[Provided records — start]

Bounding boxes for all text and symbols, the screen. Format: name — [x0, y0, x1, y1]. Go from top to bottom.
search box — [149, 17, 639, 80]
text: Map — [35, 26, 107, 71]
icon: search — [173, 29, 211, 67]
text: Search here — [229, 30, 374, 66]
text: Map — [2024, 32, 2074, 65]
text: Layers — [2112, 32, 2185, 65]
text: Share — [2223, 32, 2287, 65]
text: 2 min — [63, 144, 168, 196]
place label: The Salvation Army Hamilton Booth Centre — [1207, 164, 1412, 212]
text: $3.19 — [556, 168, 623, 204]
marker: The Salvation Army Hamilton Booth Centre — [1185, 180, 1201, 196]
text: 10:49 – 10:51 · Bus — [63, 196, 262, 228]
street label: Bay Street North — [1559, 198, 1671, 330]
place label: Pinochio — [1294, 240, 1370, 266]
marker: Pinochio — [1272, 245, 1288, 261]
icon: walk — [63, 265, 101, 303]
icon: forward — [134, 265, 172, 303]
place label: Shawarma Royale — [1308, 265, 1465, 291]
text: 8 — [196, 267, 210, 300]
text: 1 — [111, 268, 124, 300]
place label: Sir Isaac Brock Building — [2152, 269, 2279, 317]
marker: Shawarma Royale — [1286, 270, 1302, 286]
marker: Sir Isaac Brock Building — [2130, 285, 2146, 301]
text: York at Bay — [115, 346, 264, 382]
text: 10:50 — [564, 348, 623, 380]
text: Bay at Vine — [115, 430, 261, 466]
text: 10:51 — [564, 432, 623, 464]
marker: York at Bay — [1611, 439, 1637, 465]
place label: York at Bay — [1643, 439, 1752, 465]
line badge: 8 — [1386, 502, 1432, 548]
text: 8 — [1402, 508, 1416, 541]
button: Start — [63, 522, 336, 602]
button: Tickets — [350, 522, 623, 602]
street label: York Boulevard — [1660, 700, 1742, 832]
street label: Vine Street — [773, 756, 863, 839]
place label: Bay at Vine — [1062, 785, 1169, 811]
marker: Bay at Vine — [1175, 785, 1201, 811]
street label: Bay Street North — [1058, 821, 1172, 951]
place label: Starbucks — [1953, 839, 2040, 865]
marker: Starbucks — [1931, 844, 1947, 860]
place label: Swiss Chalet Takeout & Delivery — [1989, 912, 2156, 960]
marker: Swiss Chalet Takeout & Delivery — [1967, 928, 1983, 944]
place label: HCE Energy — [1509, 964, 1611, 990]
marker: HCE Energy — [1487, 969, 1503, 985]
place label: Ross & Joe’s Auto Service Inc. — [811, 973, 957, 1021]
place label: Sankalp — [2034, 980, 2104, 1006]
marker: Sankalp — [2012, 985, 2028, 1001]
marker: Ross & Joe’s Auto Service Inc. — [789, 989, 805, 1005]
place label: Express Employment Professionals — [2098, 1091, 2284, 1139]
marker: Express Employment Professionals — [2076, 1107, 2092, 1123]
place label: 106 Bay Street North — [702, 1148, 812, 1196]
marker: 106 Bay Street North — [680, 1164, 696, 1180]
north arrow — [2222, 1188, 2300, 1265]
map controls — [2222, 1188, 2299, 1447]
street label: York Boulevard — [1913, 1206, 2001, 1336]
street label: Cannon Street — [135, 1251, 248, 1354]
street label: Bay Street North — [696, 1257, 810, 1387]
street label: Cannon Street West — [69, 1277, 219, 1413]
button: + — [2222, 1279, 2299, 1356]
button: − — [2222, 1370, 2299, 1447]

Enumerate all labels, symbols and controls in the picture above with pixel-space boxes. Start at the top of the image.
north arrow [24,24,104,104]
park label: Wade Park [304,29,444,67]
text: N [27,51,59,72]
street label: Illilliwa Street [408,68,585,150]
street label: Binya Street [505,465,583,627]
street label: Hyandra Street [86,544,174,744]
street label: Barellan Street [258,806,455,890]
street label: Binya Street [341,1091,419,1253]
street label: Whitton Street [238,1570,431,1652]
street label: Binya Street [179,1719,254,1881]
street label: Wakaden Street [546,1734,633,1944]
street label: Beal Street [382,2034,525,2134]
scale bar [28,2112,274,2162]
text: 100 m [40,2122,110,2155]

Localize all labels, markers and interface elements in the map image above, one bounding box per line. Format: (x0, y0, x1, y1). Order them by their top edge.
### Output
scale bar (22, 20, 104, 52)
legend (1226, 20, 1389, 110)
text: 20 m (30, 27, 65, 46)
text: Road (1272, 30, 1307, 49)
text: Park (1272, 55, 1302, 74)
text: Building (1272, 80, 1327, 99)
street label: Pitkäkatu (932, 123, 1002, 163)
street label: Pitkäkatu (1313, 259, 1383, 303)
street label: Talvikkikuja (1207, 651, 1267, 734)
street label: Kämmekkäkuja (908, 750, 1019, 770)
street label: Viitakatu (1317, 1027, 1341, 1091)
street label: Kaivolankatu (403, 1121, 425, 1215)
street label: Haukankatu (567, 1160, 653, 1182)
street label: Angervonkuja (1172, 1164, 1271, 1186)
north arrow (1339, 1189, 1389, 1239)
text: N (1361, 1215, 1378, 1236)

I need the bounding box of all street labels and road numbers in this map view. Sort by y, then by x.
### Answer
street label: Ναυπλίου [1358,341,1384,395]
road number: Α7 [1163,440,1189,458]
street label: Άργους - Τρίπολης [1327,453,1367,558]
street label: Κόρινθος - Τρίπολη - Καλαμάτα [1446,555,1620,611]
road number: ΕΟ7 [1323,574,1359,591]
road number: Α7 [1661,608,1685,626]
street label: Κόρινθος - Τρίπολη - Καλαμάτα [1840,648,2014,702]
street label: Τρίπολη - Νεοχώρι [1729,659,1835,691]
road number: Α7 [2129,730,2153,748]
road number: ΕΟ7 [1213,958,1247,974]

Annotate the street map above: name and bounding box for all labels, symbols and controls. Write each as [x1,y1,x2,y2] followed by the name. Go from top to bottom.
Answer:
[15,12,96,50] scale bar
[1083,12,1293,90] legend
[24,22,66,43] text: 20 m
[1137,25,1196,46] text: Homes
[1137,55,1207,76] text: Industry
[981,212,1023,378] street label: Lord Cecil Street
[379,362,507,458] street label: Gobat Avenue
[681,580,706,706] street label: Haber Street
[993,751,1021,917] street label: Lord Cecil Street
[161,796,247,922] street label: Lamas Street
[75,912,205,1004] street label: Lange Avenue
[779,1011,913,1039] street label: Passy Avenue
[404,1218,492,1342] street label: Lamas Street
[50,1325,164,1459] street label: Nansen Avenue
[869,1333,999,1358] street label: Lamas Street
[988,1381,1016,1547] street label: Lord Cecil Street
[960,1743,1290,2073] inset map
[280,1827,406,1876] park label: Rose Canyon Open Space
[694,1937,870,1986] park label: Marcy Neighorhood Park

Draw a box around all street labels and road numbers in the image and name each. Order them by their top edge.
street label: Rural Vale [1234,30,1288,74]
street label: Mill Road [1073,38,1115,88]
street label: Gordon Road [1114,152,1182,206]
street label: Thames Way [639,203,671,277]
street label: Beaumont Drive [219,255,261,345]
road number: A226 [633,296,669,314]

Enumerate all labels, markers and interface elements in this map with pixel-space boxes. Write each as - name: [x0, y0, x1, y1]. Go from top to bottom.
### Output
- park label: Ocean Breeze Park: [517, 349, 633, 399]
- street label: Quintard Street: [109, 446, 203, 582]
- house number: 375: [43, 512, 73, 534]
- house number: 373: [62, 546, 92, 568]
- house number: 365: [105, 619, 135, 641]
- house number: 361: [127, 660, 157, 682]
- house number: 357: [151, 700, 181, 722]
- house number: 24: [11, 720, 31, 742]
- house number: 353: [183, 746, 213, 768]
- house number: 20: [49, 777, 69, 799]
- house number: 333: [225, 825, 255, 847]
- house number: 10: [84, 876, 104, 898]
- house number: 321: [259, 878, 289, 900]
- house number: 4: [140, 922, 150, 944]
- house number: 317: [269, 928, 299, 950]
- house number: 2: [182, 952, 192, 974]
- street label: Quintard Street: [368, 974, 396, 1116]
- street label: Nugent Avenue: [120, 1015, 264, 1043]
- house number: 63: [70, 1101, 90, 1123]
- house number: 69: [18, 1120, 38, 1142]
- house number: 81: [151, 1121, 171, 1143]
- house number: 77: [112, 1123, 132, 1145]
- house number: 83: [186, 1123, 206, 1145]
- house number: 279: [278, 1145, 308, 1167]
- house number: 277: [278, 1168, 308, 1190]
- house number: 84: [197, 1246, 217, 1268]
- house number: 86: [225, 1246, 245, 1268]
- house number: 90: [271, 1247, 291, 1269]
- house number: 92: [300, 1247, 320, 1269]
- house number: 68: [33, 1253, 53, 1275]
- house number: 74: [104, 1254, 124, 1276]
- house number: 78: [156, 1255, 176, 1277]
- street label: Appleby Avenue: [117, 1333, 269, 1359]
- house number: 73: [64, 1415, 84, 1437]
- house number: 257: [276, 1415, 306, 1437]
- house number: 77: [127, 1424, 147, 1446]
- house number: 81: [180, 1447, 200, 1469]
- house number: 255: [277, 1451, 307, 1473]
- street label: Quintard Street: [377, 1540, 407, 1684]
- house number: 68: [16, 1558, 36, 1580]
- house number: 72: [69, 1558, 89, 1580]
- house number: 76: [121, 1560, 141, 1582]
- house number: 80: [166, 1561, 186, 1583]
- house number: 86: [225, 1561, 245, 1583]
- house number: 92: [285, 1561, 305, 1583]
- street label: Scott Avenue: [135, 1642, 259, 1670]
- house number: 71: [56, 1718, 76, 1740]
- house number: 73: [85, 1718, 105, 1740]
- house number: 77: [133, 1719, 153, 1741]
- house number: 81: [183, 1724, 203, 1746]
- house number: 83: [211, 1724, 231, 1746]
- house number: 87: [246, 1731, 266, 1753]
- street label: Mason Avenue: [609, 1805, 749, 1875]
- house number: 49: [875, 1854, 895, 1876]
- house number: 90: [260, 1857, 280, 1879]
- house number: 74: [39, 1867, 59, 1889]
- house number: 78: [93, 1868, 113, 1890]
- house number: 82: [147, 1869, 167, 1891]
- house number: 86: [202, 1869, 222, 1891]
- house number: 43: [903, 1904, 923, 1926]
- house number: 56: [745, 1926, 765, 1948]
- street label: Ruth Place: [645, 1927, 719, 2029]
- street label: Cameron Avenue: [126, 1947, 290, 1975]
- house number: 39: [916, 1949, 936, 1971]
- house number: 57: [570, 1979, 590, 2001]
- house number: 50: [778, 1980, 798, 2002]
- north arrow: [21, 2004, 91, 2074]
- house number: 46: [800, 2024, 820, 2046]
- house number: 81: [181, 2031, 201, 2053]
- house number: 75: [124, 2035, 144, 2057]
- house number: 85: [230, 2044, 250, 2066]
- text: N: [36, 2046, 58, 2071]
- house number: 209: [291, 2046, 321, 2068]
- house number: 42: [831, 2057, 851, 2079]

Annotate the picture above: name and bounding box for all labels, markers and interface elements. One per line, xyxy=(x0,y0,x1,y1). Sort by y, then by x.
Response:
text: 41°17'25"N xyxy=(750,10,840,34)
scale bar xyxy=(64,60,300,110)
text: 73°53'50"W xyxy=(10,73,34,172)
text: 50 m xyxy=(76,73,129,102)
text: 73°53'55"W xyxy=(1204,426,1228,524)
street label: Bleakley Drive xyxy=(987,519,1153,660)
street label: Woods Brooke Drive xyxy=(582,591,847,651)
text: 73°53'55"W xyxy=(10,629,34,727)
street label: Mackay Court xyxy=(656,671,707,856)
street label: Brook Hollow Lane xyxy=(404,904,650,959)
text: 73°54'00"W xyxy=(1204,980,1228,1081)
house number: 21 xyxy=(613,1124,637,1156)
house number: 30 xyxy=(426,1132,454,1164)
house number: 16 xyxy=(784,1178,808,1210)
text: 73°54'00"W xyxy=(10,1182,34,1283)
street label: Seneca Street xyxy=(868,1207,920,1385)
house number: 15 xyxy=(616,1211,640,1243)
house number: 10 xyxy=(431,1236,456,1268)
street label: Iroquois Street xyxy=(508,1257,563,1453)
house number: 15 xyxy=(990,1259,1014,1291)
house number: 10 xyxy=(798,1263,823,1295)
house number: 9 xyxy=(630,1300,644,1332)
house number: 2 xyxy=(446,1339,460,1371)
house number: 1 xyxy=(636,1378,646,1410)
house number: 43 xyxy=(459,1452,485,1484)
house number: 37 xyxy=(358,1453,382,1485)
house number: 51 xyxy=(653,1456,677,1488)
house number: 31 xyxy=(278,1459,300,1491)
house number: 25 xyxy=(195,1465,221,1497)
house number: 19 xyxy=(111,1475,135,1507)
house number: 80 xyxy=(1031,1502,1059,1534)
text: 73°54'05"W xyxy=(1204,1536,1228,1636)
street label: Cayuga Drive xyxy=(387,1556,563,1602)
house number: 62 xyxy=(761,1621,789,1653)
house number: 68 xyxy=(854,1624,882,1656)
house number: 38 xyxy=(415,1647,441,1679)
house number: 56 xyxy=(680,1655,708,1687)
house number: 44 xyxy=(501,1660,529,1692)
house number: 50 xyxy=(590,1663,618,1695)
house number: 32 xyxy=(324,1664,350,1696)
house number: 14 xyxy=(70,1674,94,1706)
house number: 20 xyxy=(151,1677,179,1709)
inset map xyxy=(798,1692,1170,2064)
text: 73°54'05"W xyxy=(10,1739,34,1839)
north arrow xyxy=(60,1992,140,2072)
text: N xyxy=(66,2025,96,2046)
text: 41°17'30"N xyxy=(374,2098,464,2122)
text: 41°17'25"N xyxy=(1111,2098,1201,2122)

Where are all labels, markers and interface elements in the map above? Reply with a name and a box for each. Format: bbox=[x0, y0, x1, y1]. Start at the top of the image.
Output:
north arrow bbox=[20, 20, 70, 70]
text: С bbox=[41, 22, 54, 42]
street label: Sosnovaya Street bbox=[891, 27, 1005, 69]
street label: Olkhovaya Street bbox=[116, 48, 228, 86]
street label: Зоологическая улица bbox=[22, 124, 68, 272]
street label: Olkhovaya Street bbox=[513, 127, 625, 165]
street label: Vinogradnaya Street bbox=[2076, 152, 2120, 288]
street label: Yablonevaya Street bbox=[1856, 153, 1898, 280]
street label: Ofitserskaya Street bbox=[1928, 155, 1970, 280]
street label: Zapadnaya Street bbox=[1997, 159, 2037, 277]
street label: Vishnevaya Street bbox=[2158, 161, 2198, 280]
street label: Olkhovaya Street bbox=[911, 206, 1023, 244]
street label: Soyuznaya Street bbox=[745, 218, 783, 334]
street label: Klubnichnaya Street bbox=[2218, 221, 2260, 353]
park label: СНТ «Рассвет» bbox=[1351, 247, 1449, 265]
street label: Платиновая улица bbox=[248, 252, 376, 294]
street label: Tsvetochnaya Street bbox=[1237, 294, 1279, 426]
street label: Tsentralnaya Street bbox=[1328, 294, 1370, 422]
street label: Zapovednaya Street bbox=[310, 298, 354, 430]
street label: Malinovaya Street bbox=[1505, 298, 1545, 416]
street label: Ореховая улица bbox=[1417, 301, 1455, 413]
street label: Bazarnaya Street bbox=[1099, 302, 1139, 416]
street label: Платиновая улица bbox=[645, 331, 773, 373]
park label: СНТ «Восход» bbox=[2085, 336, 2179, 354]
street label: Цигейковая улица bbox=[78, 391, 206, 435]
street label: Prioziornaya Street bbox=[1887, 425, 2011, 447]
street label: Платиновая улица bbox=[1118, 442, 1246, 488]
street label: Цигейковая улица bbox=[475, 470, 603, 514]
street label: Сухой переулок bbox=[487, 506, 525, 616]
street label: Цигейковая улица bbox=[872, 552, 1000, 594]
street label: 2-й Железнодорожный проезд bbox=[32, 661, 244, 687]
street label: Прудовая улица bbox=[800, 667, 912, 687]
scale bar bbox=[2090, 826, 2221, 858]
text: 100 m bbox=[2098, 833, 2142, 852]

[Provided records — finish]

** Problem to solve **
Say how many lines in the entries include the word "Drive", with no text around the number.

** Answer section **
4